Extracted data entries
####
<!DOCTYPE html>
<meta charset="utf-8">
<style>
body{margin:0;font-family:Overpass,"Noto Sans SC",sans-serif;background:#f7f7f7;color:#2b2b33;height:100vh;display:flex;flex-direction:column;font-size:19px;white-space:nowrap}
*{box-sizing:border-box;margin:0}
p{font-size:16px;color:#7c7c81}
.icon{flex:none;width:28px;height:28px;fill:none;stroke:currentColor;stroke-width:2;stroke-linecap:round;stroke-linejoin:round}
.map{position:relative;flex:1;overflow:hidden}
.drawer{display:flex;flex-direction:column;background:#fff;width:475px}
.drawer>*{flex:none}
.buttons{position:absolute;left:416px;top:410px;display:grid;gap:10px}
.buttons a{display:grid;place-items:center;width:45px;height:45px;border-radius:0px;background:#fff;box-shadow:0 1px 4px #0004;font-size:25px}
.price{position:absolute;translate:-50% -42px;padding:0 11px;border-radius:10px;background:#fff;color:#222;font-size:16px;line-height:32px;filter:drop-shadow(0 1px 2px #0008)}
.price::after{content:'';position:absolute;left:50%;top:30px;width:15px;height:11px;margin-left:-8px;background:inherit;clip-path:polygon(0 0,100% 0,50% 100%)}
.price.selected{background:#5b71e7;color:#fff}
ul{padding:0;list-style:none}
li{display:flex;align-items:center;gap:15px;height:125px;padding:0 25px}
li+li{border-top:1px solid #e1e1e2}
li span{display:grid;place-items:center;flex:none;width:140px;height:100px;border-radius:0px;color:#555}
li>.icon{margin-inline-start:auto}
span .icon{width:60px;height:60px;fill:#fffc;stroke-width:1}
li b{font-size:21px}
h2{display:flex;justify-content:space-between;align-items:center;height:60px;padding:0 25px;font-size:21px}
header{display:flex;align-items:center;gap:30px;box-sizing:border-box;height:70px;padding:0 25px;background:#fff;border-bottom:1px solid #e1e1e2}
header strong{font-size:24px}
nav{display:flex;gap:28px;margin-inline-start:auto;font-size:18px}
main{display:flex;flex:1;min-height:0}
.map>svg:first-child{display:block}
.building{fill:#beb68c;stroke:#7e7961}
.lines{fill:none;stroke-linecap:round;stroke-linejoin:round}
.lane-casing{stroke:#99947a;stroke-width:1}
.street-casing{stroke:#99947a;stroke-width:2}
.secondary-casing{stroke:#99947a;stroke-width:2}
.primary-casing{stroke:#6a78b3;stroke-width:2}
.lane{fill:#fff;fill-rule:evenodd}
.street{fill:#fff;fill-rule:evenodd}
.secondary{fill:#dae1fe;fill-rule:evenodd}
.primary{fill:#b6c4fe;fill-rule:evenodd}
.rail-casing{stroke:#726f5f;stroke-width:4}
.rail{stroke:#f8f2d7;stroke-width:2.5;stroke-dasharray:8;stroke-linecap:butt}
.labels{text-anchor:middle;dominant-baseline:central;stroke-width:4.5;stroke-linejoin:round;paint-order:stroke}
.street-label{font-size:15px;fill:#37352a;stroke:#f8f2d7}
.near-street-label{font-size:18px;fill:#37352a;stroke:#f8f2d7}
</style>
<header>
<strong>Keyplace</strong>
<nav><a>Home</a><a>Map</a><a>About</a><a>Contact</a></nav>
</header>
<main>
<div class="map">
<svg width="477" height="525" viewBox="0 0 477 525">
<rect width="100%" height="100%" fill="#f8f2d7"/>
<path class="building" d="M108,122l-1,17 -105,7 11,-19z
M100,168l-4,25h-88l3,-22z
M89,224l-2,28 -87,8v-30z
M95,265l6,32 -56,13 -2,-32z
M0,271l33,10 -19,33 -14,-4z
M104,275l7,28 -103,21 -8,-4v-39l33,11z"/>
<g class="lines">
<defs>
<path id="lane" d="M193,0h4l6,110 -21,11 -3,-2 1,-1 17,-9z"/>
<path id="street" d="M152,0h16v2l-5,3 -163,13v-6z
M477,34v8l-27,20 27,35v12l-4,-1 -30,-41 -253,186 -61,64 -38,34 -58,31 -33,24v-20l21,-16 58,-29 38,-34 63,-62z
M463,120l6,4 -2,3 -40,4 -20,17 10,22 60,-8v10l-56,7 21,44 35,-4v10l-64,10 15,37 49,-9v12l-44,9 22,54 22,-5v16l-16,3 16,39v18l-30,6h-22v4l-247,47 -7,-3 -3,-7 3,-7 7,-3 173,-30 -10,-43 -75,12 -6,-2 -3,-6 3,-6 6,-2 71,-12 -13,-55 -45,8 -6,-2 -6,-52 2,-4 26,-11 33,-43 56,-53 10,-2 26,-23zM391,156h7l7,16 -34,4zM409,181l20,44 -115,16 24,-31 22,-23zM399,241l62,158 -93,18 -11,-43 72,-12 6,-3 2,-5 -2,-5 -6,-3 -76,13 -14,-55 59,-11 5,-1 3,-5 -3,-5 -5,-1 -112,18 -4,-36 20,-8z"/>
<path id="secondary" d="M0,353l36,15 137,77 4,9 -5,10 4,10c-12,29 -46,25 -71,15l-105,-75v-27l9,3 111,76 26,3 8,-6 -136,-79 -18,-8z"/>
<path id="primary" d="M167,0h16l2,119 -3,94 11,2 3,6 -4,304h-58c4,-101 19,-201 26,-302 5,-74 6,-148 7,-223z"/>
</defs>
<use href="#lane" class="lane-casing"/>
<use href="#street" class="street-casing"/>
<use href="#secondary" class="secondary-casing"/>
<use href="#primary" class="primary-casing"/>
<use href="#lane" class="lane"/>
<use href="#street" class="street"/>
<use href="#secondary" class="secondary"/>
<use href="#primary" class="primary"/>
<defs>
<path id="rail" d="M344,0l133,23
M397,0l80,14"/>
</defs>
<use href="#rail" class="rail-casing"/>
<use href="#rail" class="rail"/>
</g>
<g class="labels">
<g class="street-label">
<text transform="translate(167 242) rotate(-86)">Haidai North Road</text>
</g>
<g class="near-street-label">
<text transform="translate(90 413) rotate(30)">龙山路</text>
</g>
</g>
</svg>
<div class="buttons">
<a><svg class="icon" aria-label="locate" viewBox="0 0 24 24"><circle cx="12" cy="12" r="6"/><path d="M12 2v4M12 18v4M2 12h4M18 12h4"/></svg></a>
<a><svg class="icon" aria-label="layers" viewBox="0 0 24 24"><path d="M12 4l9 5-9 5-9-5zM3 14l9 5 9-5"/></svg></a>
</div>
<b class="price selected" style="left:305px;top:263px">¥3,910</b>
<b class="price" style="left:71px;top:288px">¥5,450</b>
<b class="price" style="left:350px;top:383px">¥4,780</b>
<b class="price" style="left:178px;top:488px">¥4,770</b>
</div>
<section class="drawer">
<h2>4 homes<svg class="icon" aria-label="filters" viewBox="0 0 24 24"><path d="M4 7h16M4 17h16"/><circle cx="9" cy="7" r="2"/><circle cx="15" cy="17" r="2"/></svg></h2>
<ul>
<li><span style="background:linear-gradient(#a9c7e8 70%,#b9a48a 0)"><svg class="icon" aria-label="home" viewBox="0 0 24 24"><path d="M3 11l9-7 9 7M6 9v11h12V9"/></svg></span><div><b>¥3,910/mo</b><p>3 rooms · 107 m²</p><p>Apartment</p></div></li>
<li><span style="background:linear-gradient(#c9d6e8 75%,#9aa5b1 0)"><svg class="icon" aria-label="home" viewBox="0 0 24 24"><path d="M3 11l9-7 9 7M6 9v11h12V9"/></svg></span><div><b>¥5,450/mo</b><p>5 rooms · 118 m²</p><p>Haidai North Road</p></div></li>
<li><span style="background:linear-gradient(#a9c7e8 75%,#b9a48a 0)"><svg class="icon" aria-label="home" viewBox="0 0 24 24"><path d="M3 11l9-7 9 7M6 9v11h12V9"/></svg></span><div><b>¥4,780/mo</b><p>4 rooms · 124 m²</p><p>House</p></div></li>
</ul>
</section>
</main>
####
▸ EXERCISE AIM:
Looking at the entries, how many lines contain the string "buttons"? The answer is that number alone.

▸ ANSWER:
3